Collected data
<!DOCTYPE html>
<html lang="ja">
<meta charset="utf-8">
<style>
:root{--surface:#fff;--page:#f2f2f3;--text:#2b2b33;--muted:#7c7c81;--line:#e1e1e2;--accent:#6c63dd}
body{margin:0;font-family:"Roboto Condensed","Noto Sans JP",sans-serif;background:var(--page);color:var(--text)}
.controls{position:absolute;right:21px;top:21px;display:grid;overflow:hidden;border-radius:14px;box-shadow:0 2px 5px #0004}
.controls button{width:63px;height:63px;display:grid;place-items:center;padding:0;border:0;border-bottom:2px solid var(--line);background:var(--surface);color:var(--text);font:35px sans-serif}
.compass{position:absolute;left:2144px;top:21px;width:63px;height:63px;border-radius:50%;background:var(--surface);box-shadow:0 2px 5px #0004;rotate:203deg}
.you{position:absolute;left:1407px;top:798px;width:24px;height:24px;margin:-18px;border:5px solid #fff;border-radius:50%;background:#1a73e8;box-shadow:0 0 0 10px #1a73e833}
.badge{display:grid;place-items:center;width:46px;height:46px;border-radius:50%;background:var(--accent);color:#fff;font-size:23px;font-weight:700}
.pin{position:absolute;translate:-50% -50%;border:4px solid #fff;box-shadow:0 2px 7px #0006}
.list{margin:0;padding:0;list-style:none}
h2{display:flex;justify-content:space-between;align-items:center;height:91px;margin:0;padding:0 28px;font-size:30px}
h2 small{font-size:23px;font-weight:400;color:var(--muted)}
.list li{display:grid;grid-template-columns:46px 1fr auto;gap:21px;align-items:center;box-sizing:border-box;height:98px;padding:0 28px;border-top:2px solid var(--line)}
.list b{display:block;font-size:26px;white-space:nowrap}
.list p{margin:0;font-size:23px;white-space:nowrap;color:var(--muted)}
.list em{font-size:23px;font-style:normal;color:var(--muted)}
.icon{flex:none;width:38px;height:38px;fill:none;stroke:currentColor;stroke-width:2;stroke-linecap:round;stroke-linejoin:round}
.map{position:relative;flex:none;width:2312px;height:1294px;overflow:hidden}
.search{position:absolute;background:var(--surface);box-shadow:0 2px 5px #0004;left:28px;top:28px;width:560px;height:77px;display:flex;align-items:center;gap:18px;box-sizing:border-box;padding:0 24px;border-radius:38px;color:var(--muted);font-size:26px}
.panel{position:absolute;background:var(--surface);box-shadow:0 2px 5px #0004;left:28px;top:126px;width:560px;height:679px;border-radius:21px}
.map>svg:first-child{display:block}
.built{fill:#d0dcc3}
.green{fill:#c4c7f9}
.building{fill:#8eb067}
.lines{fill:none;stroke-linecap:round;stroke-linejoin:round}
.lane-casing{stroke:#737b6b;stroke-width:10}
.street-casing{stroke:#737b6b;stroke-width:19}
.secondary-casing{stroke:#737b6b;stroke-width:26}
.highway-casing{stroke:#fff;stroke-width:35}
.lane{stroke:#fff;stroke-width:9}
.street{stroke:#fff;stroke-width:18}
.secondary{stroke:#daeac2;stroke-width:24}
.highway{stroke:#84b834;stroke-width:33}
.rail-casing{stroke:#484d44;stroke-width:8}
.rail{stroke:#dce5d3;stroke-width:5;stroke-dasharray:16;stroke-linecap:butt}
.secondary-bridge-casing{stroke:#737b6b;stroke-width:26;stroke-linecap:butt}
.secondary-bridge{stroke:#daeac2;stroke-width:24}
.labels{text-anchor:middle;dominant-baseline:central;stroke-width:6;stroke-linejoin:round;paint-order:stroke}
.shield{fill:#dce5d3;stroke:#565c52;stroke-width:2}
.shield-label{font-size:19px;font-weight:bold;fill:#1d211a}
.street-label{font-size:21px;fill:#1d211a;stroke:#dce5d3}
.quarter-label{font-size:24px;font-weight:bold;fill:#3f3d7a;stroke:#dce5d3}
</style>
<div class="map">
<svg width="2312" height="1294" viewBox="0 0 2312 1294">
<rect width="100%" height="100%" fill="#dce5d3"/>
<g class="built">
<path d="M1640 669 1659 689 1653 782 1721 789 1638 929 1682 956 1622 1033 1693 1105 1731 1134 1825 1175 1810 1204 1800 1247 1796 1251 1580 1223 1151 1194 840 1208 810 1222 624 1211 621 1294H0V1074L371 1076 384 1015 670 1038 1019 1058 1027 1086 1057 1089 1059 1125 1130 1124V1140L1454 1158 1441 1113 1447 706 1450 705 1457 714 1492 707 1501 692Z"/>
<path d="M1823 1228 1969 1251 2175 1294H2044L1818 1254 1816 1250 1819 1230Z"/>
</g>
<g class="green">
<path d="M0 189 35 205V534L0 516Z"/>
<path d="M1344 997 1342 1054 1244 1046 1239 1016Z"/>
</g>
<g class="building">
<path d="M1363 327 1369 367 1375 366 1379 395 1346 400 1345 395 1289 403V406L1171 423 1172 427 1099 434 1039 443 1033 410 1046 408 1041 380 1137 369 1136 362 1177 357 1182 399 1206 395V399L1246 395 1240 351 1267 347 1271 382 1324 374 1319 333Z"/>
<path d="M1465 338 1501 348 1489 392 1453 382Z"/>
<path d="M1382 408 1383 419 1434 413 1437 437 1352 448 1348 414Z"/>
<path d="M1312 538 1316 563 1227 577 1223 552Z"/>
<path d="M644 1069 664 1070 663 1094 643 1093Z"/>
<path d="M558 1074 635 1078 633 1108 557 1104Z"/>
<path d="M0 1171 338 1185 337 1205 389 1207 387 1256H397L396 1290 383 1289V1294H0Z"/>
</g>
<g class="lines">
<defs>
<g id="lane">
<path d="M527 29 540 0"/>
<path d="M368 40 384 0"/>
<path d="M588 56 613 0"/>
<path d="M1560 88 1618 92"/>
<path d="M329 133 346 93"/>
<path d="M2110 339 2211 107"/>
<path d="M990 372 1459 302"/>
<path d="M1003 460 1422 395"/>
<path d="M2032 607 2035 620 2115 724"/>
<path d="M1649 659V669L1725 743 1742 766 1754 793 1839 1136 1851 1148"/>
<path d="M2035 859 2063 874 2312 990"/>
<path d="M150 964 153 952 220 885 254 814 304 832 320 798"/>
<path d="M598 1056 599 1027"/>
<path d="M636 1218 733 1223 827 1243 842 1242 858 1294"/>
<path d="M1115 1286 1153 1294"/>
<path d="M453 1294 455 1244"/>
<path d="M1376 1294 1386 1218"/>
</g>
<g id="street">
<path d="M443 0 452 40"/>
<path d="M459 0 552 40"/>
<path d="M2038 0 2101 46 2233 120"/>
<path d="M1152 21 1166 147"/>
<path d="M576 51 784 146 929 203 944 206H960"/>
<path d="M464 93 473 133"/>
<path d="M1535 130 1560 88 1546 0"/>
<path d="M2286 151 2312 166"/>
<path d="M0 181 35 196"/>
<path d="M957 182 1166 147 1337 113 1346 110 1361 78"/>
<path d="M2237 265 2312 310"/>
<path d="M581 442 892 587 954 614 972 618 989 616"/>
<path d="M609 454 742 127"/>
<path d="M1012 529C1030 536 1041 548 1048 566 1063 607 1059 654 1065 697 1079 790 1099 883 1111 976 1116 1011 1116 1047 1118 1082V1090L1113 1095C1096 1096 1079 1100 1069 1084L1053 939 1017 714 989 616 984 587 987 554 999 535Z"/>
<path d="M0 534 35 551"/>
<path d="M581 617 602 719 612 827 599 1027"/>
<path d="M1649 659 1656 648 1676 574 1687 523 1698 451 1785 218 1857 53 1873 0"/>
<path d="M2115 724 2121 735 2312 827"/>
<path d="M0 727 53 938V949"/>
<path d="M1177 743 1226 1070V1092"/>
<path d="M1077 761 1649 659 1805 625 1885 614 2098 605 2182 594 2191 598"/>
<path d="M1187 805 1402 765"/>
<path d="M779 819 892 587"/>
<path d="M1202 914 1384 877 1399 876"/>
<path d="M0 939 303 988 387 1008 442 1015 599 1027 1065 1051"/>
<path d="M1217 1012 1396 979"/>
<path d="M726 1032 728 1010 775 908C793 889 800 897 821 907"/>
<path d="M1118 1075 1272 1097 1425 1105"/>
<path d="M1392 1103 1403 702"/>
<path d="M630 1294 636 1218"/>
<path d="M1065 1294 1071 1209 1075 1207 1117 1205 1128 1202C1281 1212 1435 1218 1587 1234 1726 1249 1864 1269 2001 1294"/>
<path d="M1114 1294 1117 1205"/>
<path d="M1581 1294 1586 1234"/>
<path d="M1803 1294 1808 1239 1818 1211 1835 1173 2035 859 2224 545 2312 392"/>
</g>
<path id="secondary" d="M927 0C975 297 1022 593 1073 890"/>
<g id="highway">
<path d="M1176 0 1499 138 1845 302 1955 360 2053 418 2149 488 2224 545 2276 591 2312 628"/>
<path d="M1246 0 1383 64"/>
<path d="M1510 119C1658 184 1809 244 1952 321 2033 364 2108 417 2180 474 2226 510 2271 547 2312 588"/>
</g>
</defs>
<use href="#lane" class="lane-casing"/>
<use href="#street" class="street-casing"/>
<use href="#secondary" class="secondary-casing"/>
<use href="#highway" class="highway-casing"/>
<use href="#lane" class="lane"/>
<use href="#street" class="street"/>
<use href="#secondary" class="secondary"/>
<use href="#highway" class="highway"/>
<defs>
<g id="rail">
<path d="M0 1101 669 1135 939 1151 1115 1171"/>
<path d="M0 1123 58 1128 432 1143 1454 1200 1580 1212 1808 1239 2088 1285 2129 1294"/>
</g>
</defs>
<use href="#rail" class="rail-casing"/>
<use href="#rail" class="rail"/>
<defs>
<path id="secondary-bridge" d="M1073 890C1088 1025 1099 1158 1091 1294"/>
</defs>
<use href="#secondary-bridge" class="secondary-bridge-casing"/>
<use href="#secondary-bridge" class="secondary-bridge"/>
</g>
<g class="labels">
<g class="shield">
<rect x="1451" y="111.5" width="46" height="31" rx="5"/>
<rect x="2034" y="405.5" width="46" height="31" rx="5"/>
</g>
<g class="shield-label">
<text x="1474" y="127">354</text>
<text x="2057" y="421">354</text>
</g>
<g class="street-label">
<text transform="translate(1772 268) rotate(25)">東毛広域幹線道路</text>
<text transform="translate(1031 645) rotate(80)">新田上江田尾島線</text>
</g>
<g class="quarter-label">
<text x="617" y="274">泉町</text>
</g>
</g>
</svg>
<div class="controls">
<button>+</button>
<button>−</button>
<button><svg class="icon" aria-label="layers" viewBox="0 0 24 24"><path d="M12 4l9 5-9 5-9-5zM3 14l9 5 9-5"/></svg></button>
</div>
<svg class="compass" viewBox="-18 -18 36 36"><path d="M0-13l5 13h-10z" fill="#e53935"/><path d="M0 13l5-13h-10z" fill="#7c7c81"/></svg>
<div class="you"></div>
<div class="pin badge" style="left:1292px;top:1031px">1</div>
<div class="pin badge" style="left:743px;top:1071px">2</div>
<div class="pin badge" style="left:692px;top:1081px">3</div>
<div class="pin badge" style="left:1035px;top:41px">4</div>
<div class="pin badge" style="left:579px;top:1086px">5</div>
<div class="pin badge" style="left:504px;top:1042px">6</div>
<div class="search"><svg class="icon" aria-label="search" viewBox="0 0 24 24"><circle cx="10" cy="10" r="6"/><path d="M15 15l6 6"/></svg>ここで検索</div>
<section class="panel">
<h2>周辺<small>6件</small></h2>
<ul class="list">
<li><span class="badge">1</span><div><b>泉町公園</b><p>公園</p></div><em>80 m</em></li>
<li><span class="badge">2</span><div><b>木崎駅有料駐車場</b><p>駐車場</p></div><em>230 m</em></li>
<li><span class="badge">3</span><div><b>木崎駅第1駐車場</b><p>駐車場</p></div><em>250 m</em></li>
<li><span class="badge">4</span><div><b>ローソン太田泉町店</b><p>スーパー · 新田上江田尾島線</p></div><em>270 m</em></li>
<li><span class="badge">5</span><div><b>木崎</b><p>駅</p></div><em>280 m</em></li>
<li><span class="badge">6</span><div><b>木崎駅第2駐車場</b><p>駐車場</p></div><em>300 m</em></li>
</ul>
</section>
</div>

*Action item*:
Scan the records above. Return every line with "list" in it.

*Output of the exercise*:
.list{margin:0;padding:0;list-style:none}
.list li{display:grid;grid-template-columns:46px 1fr auto;gap:21px;align-items:center;box-sizing:border-box;height:98px;padding:0 28px;border-top:2px solid var(--line)}
.list b{display:block;font-size:26px;white-space:nowrap}
.list p{margin:0;font-size:23px;white-space:nowrap;color:var(--muted)}
.list em{font-size:23px;font-style:normal;color:var(--muted)}
<ul class="list">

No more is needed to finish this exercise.